→ TASK PROMPT
Copy exactly the lines from the start of the data below through the one that carries "--surface:#fff; --page:#f2f2f2; --text:#202124;", and only those.

Start of DATA FOR REVIEW

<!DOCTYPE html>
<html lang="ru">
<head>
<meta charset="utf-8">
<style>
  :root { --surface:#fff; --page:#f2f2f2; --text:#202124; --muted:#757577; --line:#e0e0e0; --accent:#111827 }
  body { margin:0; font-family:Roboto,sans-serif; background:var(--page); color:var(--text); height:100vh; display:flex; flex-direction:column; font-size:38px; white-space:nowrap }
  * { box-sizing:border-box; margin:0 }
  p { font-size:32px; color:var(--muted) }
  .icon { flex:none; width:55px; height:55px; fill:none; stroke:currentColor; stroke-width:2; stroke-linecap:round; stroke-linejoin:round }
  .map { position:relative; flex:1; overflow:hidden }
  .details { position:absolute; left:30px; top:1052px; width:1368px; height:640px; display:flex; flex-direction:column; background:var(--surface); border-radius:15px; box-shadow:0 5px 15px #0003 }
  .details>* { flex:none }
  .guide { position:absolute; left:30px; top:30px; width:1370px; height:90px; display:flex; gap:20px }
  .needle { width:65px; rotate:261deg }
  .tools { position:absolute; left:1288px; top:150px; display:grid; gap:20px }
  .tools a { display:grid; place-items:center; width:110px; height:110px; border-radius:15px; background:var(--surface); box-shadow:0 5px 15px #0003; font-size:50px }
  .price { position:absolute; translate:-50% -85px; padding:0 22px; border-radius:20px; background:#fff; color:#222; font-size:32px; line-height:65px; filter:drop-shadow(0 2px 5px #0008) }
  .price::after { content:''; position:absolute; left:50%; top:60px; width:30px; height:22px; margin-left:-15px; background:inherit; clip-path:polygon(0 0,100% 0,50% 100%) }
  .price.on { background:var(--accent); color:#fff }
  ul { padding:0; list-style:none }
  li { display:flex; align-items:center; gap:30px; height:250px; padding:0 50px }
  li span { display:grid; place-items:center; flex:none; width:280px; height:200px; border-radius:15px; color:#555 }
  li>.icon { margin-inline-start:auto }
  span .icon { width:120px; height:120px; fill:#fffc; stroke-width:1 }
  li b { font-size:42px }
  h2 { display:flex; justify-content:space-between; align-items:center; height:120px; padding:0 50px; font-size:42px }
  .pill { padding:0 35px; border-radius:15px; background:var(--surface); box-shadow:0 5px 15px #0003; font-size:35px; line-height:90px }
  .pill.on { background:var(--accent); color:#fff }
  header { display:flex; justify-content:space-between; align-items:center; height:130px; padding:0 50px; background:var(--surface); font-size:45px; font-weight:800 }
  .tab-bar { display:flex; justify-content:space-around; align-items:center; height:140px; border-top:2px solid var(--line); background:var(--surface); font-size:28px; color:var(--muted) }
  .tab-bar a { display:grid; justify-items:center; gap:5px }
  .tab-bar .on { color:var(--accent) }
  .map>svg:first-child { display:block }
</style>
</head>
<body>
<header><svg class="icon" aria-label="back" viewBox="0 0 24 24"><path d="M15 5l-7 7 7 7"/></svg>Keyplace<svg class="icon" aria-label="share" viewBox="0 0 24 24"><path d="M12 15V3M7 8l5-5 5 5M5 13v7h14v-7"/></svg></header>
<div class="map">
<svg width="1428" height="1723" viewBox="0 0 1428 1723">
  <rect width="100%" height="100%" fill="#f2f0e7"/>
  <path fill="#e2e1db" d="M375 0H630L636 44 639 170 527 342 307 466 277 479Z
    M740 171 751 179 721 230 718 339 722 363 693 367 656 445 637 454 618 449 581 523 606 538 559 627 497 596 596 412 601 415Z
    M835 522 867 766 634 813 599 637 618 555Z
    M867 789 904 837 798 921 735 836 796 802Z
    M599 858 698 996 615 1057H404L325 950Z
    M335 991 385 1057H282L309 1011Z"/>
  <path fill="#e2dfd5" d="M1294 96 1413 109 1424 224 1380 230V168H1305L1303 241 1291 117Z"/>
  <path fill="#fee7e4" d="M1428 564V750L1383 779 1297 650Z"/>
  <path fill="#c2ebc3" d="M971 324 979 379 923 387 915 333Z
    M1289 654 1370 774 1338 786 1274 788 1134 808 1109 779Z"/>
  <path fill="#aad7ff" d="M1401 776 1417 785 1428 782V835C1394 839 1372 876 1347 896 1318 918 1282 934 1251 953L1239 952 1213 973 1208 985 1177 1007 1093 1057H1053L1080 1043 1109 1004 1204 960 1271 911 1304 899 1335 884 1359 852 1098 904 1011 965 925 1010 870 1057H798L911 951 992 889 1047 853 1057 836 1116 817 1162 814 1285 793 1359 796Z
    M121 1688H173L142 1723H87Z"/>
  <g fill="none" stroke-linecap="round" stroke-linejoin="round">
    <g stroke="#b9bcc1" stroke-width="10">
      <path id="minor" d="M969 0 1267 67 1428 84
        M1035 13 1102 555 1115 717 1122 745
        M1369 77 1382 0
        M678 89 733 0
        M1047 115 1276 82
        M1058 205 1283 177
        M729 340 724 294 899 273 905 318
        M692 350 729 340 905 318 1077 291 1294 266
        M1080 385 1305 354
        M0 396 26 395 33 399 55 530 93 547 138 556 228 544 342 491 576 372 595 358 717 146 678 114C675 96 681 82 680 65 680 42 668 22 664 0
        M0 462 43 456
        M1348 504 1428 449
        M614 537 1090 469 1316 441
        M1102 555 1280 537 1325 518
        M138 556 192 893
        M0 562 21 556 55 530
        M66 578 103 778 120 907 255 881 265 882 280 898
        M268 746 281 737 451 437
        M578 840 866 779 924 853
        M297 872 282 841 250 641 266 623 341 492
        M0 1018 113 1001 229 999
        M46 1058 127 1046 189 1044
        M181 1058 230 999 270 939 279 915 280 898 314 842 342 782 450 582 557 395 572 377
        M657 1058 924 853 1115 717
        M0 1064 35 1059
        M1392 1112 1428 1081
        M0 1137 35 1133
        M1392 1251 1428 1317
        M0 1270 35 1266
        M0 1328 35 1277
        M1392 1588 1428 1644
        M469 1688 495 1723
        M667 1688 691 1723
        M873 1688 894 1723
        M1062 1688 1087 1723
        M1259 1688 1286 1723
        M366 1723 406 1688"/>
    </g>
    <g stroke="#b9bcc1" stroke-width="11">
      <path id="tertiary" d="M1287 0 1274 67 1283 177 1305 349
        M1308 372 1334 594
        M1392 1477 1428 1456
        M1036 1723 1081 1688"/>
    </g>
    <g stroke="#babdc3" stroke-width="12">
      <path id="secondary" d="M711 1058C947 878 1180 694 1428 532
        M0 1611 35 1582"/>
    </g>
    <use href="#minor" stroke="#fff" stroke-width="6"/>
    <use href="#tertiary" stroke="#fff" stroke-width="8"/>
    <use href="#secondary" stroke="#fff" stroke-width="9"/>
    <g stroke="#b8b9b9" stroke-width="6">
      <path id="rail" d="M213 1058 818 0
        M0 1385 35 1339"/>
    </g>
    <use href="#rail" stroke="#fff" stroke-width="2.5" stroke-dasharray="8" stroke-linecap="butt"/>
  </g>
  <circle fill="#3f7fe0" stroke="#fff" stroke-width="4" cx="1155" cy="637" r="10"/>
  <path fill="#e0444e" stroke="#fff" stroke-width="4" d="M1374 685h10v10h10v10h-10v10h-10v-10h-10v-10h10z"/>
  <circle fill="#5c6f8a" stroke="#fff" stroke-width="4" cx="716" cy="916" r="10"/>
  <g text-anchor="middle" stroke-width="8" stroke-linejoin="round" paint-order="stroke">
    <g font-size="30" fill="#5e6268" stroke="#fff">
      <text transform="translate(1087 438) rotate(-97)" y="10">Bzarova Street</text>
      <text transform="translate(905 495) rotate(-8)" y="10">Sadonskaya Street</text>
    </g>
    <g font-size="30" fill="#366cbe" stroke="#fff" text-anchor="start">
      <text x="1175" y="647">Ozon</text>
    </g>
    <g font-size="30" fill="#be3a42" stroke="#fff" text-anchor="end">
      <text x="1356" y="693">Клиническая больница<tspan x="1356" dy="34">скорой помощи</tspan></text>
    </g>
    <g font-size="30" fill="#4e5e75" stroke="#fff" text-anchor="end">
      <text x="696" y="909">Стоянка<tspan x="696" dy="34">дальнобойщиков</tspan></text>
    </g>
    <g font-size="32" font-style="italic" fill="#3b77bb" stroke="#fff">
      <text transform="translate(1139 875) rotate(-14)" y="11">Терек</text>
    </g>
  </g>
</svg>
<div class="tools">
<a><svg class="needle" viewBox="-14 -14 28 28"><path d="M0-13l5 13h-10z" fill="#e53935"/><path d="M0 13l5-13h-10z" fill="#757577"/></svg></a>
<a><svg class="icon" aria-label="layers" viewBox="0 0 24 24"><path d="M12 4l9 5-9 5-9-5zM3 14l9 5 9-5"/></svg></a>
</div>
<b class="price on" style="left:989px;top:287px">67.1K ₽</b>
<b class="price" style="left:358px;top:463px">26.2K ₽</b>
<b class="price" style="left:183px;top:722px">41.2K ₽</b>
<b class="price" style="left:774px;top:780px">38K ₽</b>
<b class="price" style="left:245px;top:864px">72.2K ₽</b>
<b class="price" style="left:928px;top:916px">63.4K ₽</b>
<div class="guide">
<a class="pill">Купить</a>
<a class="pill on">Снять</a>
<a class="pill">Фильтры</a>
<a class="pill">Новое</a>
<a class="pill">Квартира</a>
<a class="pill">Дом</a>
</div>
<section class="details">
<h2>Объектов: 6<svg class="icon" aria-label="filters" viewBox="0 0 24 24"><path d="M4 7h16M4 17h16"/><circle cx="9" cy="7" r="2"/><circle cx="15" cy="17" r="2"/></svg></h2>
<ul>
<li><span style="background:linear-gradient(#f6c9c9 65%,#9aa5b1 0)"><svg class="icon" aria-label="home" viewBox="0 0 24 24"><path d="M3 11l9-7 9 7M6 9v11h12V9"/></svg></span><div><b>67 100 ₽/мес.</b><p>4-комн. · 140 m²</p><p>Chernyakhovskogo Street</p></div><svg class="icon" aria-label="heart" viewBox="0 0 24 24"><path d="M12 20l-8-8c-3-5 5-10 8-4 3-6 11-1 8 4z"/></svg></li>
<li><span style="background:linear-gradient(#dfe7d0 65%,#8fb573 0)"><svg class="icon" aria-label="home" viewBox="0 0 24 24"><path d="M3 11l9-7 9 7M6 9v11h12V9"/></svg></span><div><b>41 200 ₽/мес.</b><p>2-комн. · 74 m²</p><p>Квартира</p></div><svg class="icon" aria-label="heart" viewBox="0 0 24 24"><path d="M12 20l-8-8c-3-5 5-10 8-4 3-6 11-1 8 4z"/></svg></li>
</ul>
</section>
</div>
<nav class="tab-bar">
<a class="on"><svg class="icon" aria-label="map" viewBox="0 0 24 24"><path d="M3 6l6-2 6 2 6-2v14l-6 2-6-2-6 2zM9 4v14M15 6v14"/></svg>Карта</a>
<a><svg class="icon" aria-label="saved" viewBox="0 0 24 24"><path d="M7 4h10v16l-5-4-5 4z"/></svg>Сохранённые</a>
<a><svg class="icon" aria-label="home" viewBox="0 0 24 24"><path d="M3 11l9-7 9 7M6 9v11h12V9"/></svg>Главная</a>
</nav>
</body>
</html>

End of DATA FOR REVIEW

→ WRITTEN SOLUTION
<!DOCTYPE html>
<html lang="ru">
<head>
<meta charset="utf-8">
<style>
  :root { --surface:#fff; --page:#f2f2f2; --text:#202124; --muted:#757577; --line:#e0e0e0; --accent:#111827 }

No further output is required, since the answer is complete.